WHAT IS NEEDED:
Pick out each line of the records in which the word "look" appears.

Stored data

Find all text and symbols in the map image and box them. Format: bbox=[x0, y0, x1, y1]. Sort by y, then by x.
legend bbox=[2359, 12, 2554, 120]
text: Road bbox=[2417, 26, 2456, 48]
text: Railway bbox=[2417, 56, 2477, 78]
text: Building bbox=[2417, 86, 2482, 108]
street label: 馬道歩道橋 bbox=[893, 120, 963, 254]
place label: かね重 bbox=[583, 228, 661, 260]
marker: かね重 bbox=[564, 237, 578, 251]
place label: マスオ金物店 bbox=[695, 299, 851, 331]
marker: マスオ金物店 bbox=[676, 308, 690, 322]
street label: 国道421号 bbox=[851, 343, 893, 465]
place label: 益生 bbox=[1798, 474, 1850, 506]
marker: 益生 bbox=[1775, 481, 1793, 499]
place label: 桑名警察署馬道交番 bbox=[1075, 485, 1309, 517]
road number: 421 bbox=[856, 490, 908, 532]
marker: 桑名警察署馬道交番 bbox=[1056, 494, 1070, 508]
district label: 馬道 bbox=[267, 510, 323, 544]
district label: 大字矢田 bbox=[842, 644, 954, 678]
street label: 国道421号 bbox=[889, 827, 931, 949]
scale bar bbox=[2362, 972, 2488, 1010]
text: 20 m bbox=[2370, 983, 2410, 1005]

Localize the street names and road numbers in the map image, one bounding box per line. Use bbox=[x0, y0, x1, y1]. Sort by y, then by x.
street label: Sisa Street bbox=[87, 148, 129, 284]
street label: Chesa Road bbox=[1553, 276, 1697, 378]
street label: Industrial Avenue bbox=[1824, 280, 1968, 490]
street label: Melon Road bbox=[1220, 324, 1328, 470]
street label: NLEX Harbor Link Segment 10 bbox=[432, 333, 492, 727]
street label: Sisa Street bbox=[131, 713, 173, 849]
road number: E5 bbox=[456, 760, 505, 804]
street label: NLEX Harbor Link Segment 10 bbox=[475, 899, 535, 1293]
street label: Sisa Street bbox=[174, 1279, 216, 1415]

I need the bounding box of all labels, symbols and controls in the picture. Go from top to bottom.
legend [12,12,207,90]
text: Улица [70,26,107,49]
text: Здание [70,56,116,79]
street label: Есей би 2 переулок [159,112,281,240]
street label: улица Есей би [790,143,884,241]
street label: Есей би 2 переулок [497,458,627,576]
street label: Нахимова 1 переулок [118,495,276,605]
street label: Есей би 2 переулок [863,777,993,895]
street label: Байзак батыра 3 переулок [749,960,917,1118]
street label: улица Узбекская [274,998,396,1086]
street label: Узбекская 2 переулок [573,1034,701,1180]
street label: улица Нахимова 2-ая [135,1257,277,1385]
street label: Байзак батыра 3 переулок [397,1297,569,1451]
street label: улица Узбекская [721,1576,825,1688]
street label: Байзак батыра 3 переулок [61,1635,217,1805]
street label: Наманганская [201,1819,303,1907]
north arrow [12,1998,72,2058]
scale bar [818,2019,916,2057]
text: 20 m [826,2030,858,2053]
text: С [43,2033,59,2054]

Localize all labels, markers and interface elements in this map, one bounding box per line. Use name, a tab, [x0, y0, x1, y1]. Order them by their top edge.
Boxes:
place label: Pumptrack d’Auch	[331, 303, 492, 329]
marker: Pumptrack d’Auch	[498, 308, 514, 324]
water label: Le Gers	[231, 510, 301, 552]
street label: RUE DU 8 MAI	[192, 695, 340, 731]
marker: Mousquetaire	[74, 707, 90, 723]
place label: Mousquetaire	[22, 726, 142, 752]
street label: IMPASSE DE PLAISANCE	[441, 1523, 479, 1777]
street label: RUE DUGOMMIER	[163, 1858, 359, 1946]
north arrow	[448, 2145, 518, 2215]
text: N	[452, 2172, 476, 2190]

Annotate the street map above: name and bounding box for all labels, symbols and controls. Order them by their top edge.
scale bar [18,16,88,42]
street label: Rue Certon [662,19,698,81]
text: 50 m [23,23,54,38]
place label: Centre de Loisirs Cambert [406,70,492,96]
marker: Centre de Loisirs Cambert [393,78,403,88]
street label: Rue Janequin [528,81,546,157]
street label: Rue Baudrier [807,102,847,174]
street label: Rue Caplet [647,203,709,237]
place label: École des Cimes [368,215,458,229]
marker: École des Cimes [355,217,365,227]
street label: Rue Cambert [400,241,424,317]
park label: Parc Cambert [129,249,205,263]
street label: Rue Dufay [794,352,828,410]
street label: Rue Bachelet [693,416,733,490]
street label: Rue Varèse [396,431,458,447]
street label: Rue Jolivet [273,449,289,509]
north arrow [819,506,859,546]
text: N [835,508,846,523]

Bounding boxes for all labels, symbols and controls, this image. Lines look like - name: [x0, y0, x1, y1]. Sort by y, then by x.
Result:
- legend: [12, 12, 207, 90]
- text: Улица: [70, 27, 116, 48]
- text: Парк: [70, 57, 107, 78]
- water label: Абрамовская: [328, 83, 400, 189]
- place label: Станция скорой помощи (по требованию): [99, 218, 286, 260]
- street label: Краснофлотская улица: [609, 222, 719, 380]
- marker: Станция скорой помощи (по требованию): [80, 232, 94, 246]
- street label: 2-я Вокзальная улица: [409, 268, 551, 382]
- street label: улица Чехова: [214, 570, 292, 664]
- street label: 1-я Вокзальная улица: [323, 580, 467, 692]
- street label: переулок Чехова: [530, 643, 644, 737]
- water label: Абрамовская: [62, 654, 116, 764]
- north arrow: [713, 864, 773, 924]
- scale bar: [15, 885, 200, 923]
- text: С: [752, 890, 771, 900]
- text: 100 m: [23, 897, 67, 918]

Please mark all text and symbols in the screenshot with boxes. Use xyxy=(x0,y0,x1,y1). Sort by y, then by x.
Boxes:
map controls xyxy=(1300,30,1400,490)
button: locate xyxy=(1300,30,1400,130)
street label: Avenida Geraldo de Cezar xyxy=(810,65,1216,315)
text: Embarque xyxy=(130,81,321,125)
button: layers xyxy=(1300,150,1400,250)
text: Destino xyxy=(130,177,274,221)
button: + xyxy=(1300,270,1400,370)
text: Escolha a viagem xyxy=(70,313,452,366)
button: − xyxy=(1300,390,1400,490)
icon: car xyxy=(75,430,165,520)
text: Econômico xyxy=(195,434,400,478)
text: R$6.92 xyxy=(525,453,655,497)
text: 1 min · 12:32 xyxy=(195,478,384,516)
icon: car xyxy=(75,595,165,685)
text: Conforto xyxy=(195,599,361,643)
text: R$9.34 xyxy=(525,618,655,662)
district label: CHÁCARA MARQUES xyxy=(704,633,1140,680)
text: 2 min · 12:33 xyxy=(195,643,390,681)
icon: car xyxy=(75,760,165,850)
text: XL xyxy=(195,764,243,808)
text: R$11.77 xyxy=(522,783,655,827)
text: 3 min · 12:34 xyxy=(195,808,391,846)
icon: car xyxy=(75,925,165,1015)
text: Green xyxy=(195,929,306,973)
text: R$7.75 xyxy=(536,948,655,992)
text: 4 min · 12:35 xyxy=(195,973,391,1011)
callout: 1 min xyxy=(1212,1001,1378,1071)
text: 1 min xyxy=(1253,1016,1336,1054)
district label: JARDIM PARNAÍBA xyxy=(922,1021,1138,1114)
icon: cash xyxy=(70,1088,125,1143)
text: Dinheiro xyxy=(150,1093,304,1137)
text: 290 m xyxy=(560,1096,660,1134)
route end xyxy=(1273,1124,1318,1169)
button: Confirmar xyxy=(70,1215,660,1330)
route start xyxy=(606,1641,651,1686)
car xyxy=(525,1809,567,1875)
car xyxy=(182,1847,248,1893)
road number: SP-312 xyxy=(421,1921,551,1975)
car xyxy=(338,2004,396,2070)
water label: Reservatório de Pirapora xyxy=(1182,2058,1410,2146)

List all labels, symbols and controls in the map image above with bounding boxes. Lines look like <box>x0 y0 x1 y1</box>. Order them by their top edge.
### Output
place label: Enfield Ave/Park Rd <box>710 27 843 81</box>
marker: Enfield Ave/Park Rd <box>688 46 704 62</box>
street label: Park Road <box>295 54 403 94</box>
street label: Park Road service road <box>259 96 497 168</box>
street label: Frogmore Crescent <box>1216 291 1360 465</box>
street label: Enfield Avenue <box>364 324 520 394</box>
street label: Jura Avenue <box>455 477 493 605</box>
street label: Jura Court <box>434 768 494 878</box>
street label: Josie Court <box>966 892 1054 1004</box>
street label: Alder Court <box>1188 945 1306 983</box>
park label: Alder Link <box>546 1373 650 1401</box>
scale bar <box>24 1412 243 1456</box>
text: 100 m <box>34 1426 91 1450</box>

RESPONSE TO THE EXERCISE:
Bounding boxes for all labels, symbols and controls, this image. Lines look like - name: [x0, y0, x1, y1]. Sort by y, then by x.
List all labels, symbols and controls in the map image above with bounding boxes. Lines look like <box>x0 y0 x1 y1</box>. Order them by their top edge.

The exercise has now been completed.